Would also like to find an old school Italian restaurant. Enjoyed Jack Flash's May 22 post re Dante and Luigi's so was considering that. Any others?
Should I add to my list: hoagies, Amish food (what is it?), soft pretzels, ice cream?
Melanie Wong mentioned an old Jim Leff post about Carribean(?) trucks in Philadelphia but I've searched all the old posts and couldn't find anything. (Did find a very amusing 7 year old post where Jim was considering changing the title of his post but decided not to because of the limitations of the software. The new and improved Chowhound is remarkable! Congrats to Jim and everyone who made it what it is.)
Thanks to all for any recommendations. I promise to do same for you when you visit my neighborhood!
A little puzzled about "old school Italian"...
But, for a BYOB Italian that is wonderful and uniquely Philadelphia: L'Angolo, which is only one block off the C-Bus going South on Broad Street.
You can find the Amish food, the roast pork sandwiches, and almost everything else at the Reading Terminal Market, easy to get to from Wharton.
In West Philly, the corner of 40th and Chestnut offers two attractive sites. Nan is upscale Vietnamese/French; two doors down is Pataya Grille--my favorite lunch spot for Vietnamese food that is very good, and quite reasonable--a special 3 course for something like $7.95.
I just remembered another wonderful West PHilly place: Marigold!
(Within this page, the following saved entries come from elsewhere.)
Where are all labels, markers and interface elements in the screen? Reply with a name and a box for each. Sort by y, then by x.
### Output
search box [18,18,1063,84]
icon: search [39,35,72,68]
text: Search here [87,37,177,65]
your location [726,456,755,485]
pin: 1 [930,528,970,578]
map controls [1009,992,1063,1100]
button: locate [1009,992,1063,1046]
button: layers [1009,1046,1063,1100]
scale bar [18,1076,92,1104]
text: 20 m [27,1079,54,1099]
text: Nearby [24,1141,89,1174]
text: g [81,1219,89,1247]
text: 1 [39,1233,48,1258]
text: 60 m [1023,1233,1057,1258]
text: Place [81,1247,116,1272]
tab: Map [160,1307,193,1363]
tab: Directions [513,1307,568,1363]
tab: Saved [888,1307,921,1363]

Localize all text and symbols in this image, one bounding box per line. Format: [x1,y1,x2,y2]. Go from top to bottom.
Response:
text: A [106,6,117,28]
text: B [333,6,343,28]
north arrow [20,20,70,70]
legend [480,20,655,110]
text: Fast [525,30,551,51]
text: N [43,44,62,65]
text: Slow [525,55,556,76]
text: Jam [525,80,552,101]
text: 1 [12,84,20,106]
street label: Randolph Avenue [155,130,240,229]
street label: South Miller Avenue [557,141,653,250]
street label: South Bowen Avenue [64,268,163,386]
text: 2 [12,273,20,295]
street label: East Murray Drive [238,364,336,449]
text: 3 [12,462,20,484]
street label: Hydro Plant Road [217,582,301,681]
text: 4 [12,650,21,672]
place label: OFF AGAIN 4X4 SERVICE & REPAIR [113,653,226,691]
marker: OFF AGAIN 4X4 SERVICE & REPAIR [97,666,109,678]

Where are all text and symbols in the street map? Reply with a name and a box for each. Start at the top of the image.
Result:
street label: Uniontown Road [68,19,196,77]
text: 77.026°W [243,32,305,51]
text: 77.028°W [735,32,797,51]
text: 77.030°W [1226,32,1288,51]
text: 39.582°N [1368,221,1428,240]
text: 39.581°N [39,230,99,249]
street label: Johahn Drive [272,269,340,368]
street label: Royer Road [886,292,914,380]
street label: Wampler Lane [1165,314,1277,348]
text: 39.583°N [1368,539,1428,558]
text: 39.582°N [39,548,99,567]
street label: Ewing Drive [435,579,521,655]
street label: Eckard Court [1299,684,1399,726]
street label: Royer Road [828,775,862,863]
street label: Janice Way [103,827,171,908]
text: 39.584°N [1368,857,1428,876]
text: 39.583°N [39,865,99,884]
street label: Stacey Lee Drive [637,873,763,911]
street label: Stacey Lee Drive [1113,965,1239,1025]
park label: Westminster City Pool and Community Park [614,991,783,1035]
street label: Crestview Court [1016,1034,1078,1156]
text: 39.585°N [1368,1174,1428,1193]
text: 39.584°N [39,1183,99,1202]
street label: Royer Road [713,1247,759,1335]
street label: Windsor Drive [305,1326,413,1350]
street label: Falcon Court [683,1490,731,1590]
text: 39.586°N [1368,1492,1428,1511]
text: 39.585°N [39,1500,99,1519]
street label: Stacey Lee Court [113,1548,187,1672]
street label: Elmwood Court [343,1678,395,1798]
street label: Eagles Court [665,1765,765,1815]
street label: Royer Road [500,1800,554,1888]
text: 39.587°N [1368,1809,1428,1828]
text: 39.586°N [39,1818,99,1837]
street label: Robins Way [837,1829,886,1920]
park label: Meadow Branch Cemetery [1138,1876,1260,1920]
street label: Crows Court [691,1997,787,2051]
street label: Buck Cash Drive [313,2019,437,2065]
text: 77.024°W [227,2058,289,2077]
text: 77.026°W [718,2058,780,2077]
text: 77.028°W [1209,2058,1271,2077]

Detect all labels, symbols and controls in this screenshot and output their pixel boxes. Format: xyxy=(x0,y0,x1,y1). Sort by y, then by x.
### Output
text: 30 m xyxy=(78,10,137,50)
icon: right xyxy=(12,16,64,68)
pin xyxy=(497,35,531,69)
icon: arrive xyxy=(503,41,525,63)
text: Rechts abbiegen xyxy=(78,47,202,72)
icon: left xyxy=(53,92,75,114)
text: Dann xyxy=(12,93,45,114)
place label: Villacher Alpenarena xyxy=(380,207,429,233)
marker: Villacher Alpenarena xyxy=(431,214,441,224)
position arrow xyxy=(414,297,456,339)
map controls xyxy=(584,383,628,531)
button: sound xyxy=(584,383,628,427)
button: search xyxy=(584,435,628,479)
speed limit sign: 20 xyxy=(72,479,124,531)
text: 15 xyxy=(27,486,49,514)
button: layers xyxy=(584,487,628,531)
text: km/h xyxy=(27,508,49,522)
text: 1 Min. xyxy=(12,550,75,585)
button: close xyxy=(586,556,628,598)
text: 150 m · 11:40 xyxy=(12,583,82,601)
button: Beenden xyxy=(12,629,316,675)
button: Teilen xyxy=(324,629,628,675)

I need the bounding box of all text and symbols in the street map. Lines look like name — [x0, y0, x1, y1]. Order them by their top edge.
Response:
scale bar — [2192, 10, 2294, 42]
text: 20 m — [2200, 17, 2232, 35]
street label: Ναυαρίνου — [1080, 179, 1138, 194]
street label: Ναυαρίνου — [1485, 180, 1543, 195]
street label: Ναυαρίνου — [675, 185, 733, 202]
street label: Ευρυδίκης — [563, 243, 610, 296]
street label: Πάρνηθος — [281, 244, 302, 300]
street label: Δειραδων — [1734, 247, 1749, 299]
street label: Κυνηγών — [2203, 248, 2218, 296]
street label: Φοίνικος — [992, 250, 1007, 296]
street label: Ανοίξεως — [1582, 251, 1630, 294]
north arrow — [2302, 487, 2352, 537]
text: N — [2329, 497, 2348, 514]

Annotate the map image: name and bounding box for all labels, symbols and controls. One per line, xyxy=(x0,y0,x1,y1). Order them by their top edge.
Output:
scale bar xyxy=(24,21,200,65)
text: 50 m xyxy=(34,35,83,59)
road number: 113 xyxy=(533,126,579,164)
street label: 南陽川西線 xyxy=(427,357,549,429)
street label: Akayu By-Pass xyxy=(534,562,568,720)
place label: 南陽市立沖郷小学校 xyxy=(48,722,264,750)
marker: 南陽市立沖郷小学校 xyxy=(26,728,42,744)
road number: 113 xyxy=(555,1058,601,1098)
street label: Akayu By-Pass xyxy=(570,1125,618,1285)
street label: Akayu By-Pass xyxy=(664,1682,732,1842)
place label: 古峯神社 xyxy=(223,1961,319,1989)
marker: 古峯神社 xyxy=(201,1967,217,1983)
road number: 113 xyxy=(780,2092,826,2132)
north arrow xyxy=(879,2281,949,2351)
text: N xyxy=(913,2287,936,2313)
Wonderful, but not BYOB I don't think. Can't give you the exact address, but it's near 45th and Baltimore. They have a special $30 menu during West Philly Days now, including being open on Monday the 24th of July.
re: Melanie Wong
My favorite lunch truck in West Philly is Magic Carpet vegetarian truck at 34th and Walnut. Everything is good, particularly the magic meatballs, the vine leaf salad, the spinach pie, and the louisiana BBQ special.
I also like the falafel truck and the chinese truck behind the Pottruck gym. The orange sauce at the Chinese truck is great. Don't be intimidated by a line, they move very fast.
There's a great burrito truck (that isn't always there) at 38th and Walnut called Mexi-Cali. There are also a couple other Mexican trucks on Spruce between 36th and 37th.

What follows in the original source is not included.